Na segunda audiência de julgamento, quando questionado pelo procurador José Nisa, o ex-diretor do Serviço de Estrangeiros e Fronteiras (SEF) explicou que estava de férias quando, no Natal de 2013, foi informado pela sua secretária de que António Figueiredo tinha estado no SEF e deixado na portaria dois envelopes, com 100 euros cada, dirigidos às funcionárias do seu gabinete, para que comprassem um perfume.
Jarmela Palos explicou que deu ordens para não mexerem nos envelopes até ele regressar de férias e resolver a situação com António Figueiredo. Adiantou que, após o regresso ao trabalho, colocou os envelopes num cofre até ter oportunidade de falar pessoalmente com António Figueiredo.
Quando isso aconteceu, devolveu os envelopes ao ex-diretor dos Registos e Notariado (IRN) e explicou-lhe que aquilo não era admissível.
Jarmela Palos voltou a ser questionado sobre a alegada entrega no SEF de duas garrafas de vinho “Pera Manca”, enviadas por António Figueiredo, que, antes, numa conversa com o então diretor do SEF, lhe tinha dito que lhe ia enviar uma “pinguinha”.
O ex-diretor do SEF assegurou que, na altura, disse a António Figueiredo para não concretizar a ideia, adiantando-khe que “não valia a pena”, tanto mais que ia estar fora de Lisboa.
Jarmela Palos disse desconhecer se porventura as ditas garrafas chegaram efetivamente a ser entregues ao SEF, e admitiu que sabia que António Figueiredo tinha um familiar que se dedicava ao negócio dos vinhos, com uma loja na Baixa de Lisboa.
O ex-diretor do SEF mostrou-se indignado com o facto de a acusação do Ministério Público colocar em causa a sua honorabilidade e reputação com episódios como o do vinho e outros, realçando que nunca deu qualquer “tratamento de favor” a António Figueiredo, que é também arguido neste processo.
Jarmela Palos declarou ainda que nunca se sentiu “influenciado” ou “pressionado” por qualquer dos ministros com quem trabalhou ao longo da sua carreira no SEF, incluindo Miguel Macedo, arguido neste processo por crimes de prevaricação e tráfico de influência.
O ex-diretor do SEF admitiu, contudo, que foi o então ministro Miguel Macedo que lhe telefonou a perguntar se ele tinha disponibilidade de se reunir com o empresário Jaime Gomes por causa da questão da vinda de doentes líbios para Portugal. A reunião foi marcada e ocorreu nas instalações do SEF, precisou.

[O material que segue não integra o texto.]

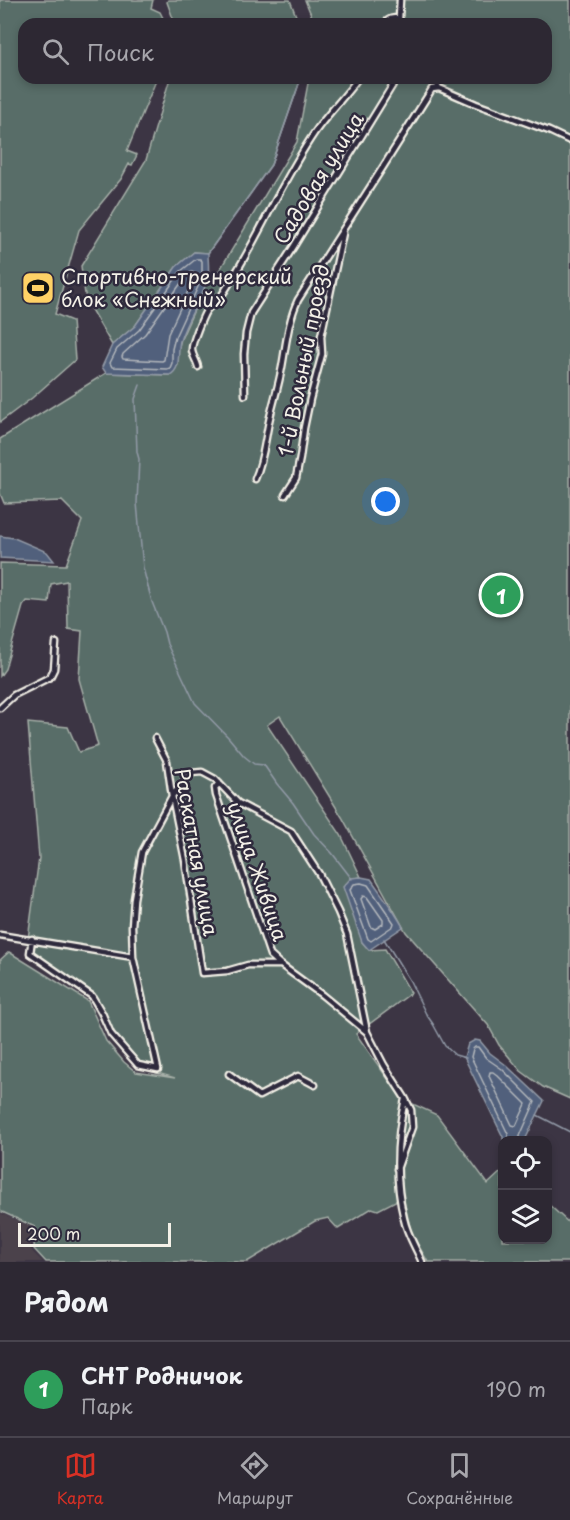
<!DOCTYPE html>
<html lang="ru">
<meta charset="utf-8">
<style>
body{margin:0;font-family:"Playpen Sans",sans-serif;background:#39343f;color:#f1f3f6}
.controls{position:absolute;right:18px;bottom:18px;display:grid;overflow:hidden;border-radius:12px;box-shadow:0 3px 9px #0003}
.controls button{width:54px;height:54px;display:grid;place-items:center;padding:0;border:0;border-bottom:2px solid #48444e;background:#2d2833;color:#f1f3f6;font:30px sans-serif}
.scale{position:absolute;left:18px;bottom:15px;width:153px;box-sizing:border-box;padding-left:6px;border:3px solid #f4f1e8;border-top:0;font-size:16px;line-height:21px;white-space:nowrap;color:#f4f1e8;-webkit-text-stroke:4px #2f2a3d;paint-order:stroke}
.you{position:absolute;left:386px;top:502px;width:21px;height:21px;margin:-15px;border:4px solid #fff;border-radius:50%;background:#1a73e8;box-shadow:0 0 0 9px #1a73e833}
.badge{display:grid;place-items:center;width:39px;height:39px;border-radius:50%;background:#d93025;color:#fff;font-size:20px;font-weight:700}
.pin{position:absolute;translate:-50% -50%;border:3px solid #fff;box-shadow:0 2px 6px #0006}
.list{margin:0;padding:0;list-style:none}
h2{display:flex;justify-content:space-between;align-items:center;height:78px;margin:0;padding:0 24px;font-size:26px}
h2 small{font-size:20px;font-weight:400;color:#a7a6ac}
.list li{display:grid;grid-template-columns:39px 1fr auto;gap:18px;align-items:center;box-sizing:border-box;height:96px;padding:0 24px;border-top:2px solid #48444e}
.list b{display:block;font-size:22px;white-space:nowrap}
.list p{margin:0;font-size:20px;white-space:nowrap;color:#a7a6ac}
.list em{font-size:20px;font-style:normal;color:#a7a6ac}
.icon{flex:none;width:33px;height:33px;fill:none;stroke:currentColor;stroke-width:2;stroke-linecap:round;stroke-linejoin:round}
.map{position:relative;flex:none;width:570px;height:1262px;overflow:hidden}
.search{position:absolute;background:#2d2833;box-shadow:0 3px 9px #0003;left:18px;right:18px;top:18px;height:66px;display:flex;align-items:center;gap:15px;box-sizing:border-box;padding:0 21px;border-radius:18px;color:#a7a6ac;font-size:22px}
.sheet{height:174px;background:#2d2833}
nav{display:flex;justify-content:space-around;align-items:center;box-sizing:border-box;height:84px;border-top:2px solid #48444e;background:#2d2833;font-size:16px;color:#a7a6ac}
nav a{display:grid;justify-items:center;gap:3px}
nav .on{color:#d93025}
.map>svg:first-child{display:block}
.built{fill:#4c424c}
.green{fill:#586d67;stroke:#a6afa8;stroke-width:1.5}
.water{fill:#51607b;stroke:#929aa7;stroke-width:1.5}
.lines{fill:none;stroke-linecap:round;stroke-linejoin:round}
.shore{stroke:#b3b7bc;stroke-width:1.5}
.stream{stroke:#929aa7;stroke-width:1.5}
.minor-casing{stroke:#f4f1e8;stroke-width:9}
.minor{stroke:#2f2a3d;stroke-width:4.5}
.labels{text-anchor:middle;dominant-baseline:central;stroke-width:5;stroke-linejoin:round;paint-order:stroke}
.street-label{font-size:20px;fill:#f4f1e8;stroke:#2f2a3d}
.poi-label{font-size:20px;fill:#f4f1e8;stroke:#2f2a3d;text-anchor:start}
</style>
<div class="map">
<svg width="570" height="1262" viewBox="0 0 570 1262">
<rect width="100%" height="100%" fill="#3c3544"/>
<filter id="ink" filterUnits="userSpaceOnUse"><feTurbulence type="fractalNoise" baseFrequency=".0167" numOctaves="2"/><feDisplacementMap in="SourceGraphic" scale="12" xChannelSelector="R" yChannelSelector="G"/><feConvolveMatrix kernelMatrix="1 2 1 2 8 2 1 2 1" color-interpolation-filters="sRGB"/></filter>
<g filter="url(#ink)">
<!-- built -->
<path class="built" d="M 0,1213 L 34,1228 L 29,1239 L 32,1251 L 43,1262 L 0,1262 Z"/>
<!-- green -->
<path class="green" d="M 0,0 L 153,0 L 151,8 L 160,12 L 166,24 L 24,24 L 24,78 L 157,78 L 127,151 L 137,155 L 132,165 L 129,164 L 121,179 L 79,230 L 55,314 L 72,321 L 75,360 L 32,398 L 0,422 Z
M 168,0 L 290,0 L 299,24 L 175,24 L 167,2 Z
M 305,0 L 570,0 L 570,1099 L 543,1087 L 521,1071 L 499,1045 L 488,1025 L 406,932 L 342,817 L 280,716 L 267,725 L 341,835 L 361,877 L 351,879 L 362,942 L 369,950 L 385,949 L 411,993 L 356,1034 L 402,1099 L 437,1115 L 488,1184 L 502,1171 L 502,1240 L 548,1240 L 548,1204 L 570,1224 L 570,1262 L 428,1262 L 412,1235 L 403,1197 L 378,1210 L 372,1208 L 338,1229 L 328,1218 L 315,1221 L 247,1262 L 46,1262 L 34,1249 L 35,1227 L 0,1211 L 0,960 L 9,952 L 88,1001 L 106,1041 L 124,1062 L 136,1072 L 175,1078 L 136,1067 L 110,1038 L 90,999 L 28,955 L 28,939 L 39,858 L 28,723 L 68,727 L 79,752 L 98,746 L 79,679 L 82,631 L 68,629 L 67,581 L 51,584 L 49,603 L 27,601 L 23,606 L 5,669 L 0,676 L 0,563 L 66,565 L 82,521 L 62,501 L 4,503 L 0,493 L 0,439 L 106,373 L 169,375 L 178,365 L 178,350 L 181,339 L 208,279 L 219,271 L 297,142 L 309,78 L 546,78 L 546,24 L 315,24 Z
M 170,78 L 301,78 L 271,165 L 208,253 L 194,252 L 176,267 L 135,326 L 112,345 L 86,301 L 81,266 L 146,160 Z"/>
<!-- water -->
<path class="water" d="M 194,252 L 208,253 C 208,262 210,273 207,281 C 200,302 186,320 180,341 C 177,353 182,368 170,375 L 106,373 L 102,367 L 112,345 L 135,326 L 176,267 Z
M 0,536 L 14,538 L 47,552 L 54,561 L 0,558 Z
M 361,877 L 371,879 C 382,895 394,910 403,927 L 369,950 L 362,942 L 343,887 L 351,878 Z
M 475,1040 L 480,1041 L 490,1053 L 506,1065 L 544,1101 L 525,1140 L 503,1140 L 503,1137 L 464,1057 L 468,1044 Z"/>
<g class="lines">
<!-- shore -->
<path class="shore" d="M 196,259 L 200,259 L 202,261 L 202,278 L 175,337 L 172,349 L 172,363 L 170,368 L 167,369 L 112,367 L 110,363 L 117,349 L 139,330 L 181,271 Z
M 191,272 L 194,273 L 195,276 L 168,334 L 164,360 L 162,361 L 123,359 L 122,357 L 123,354 L 145,334 L 186,276 Z
M 361,883 L 368,885 L 394,923 L 393,926 L 371,941 L 368,939 L 350,890 L 354,884 Z
M 363,896 L 367,897 L 383,920 L 383,924 L 375,929 L 371,927 L 361,899 Z
M 490,1072 L 493,1072 L 497,1075 L 526,1104 L 516,1126 L 512,1125 L 489,1076 Z
M 509,1140 L 508,1134 L 471,1057 L 473,1049 L 475,1047 L 478,1047 L 486,1058 L 502,1069 L 535,1102 L 520,1136 L 520,1140"/>
<!-- stream -->
<path class="stream" d="M 208,253 L 271,165 L 301,78
M 140,385 L 135,399 L 137,452 L 139,459 L 137,503 L 143,568 L 152,602 L 164,632 L 167,644 L 195,703 L 229,738 L 244,756 L 254,764 L 264,765 L 277,784 L 293,803 L 314,834 L 332,853 L 352,879
M 384,939 L 410,981 L 426,1014 L 433,1024 L 445,1046 L 455,1055 L 466,1058
M 537,1115 L 570,1132"/>
<!-- minor casing -->
<g class="minor-casing">
<path id="minor" d="M 400,0 L 399,18 L 402,24
M 385,24 C 388,18 394,18 399,18
M 434,78 L 439,88 L 476,104 L 549,131 L 570,141
M 198,367 C 197,361 192,355 192,350 C 191,344 203,316 206,311 C 211,305 217,301 222,295 C 257,243 280,183 315,132 C 328,113 345,97 358,78
M 245,395 L 244,354 L 246,333 L 251,313 L 294,246 L 397,78
M 255,479 C 264,459 265,438 270,417 C 274,400 279,384 282,367 C 286,345 288,321 298,300 L 383,167 L 432,89 L 439,88
M 285,495 L 296,478 L 300,458 L 304,428 L 310,399 L 322,354 L 321,336 L 343,233
M 0,708 L 14,695 L 50,677 L 54,669 L 56,643
M 155,738 L 167,761 L 172,796 L 185,860 L 202,973 L 227,971 L 248,965 L 281,965 L 322,995 L 367,1032 L 384,1065 L 405,1098 L 411,1110 L 412,1127 L 397,1169
M 219,783 L 215,788 L 216,795 L 270,955 L 281,965
M 0,935 L 133,957
M 32,939 L 30,953 L 92,996 L 102,1013 L 111,1034 L 138,1065 L 158,1069 L 133,957 L 132,926 L 134,899 L 142,852 L 172,796 L 191,773 L 202,772 L 215,779 L 238,803 L 291,831 L 319,874 L 338,912 L 347,934 L 367,1032
M 229,1074 L 259,1096 L 298,1076 L 315,1085
M 405,1099 C 396,1139 394,1178 404,1219 C 407,1234 416,1248 422,1262"/>
</g>
<!-- minor -->
<use href="#minor" class="minor"/>
</g>
</g>
<!-- icons -->
<defs>
<g id="stadium-square" transform="scale(1.725)"><rect x="-9" y="-9" width="18" height="18" rx="4" fill="#ffd166" stroke="#2f2a3d"/><path d="M0-5a6.5 5 0 1 0 0 10a6.5 5 0 1 0 0-10ZM-3.5-1.8h7v3.6h-7Z" fill="#111"/></g>
</defs>
<g fill-rule="evenodd">
<use href="#stadium-square" x="38" y="288"/>
</g>
<g class="labels">
<!-- street labels -->
<g class="street-label">
<text transform="translate(318 178) rotate(-58)">Садовая улица</text>
<text transform="translate(303 360) rotate(-79)">1-й Вольный проезд</text>
<text transform="translate(197 852) rotate(80)">Раскатная улица</text>
<text transform="translate(258 871) rotate(71)">улица Живица</text>
</g>
<!-- poi labels -->
<g class="poi-label">
<text x="61" y="276">Спортивно-тренерский<tspan x="61" dy="23">блок «Снежный»</tspan></text>
</g>
</g>
</svg>
<div class="controls">
<button><svg class="icon" aria-label="locate" viewBox="0 0 24 24"><circle cx="12" cy="12" r="6"/><path d="M12 2v4M12 18v4M2 12h4M18 12h4"/></svg></button>
<button><svg class="icon" aria-label="layers" viewBox="0 0 24 24"><path d="M12 4l9 5-9 5-9-5zM3 14l9 5 9-5"/></svg></button>
</div>
<div class="scale">200 m</div>
<div class="you"></div>
<div class="pin badge" style="left:501px;top:595px;background:#2e9e5b">1</div>
<div class="search"><svg class="icon" aria-label="search" viewBox="0 0 24 24"><circle cx="10" cy="10" r="6"/><path d="M15 15l6 6"/></svg>Поиск</div>
</div>
<section class="sheet">
<h2>Рядом<small></small></h2>
<ul class="list">
<li><span class="badge" style="background:#2e9e5b">1</span><div><b>СНТ Родничок</b><p>Парк</p></div><em>190 m</em></li>
</ul>
</section>
<nav>
<a class="on"><svg class="icon" aria-label="map" viewBox="0 0 24 24"><path d="M3 6l6-2 6 2 6-2v14l-6 2-6-2-6 2zM9 4v14M15 6v14"/></svg>Карта</a>
<a><svg class="icon" aria-label="directions" viewBox="0 0 24 24"><path d="M12 3l9 9-9 9-9-9zM9 14v-3h6M13 9l2 2-2 2"/></svg>Маршрут</a>
<a><svg class="icon" aria-label="saved" viewBox="0 0 24 24"><path d="M7 4h10v16l-5-4-5 4z"/></svg>Сохранённые</a>
</nav>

Em resposta ao procurador, Jarmela Palos garantiu que só conheceu Miguel Macedo quando este assumiu o cargo de ministro da Administração Interna, em 2011.
Quanto à relação com António Figueiredo, disse que só houve maior aproximação a partir de 2008/2009, devido à “ligação profissional” motivada pela lei da nacionalidade que mexia com vários organismos públicos.
Jarmela Palos foi confrontado com a sua presença num jantar em Cascais, na casa de um cidadão chinês, a convite de António Figueiredo, tendo o ex-diretor do SEF revelado que aceitou o convite no pressuposto de que iam estar outras pessoas, incluindo um desembargador da Relação, mas nada disso aconteceu, tendo passado a noite a falar com um casal de portugueses que residia em Inglaterra.
Durante o seu depoimento, o ex-diretor do SEF negou que tenha concedido um tratamento de favor a alguém, quer na questão da vinda dos doentes líbios para Portugal, quer noutras situações, mostrando-se indignado com o estigma e a chancela que a acusação do MP lhe colocou para carregar o resto da vida.
O julgamento do processo “Vistos Gold”/Operação Labirinto conta com 21 arguidos - 17 pessoas singulares e quatro empresas - e está relacionado com indícios de corrupção ativa e passiva, recebimento indevido de vantagem, prevaricação, peculato de uso, abuso de poder e tráfico de influência na aquisição de vistos 'gold'.
Entre os arguidos estão o ex-ministro da Administração Interna Miguel Macedo, a ex-secretária geral da justiça Maria Antónia Anes e o empresário da área da saúde Paulo Lalanda e Castro.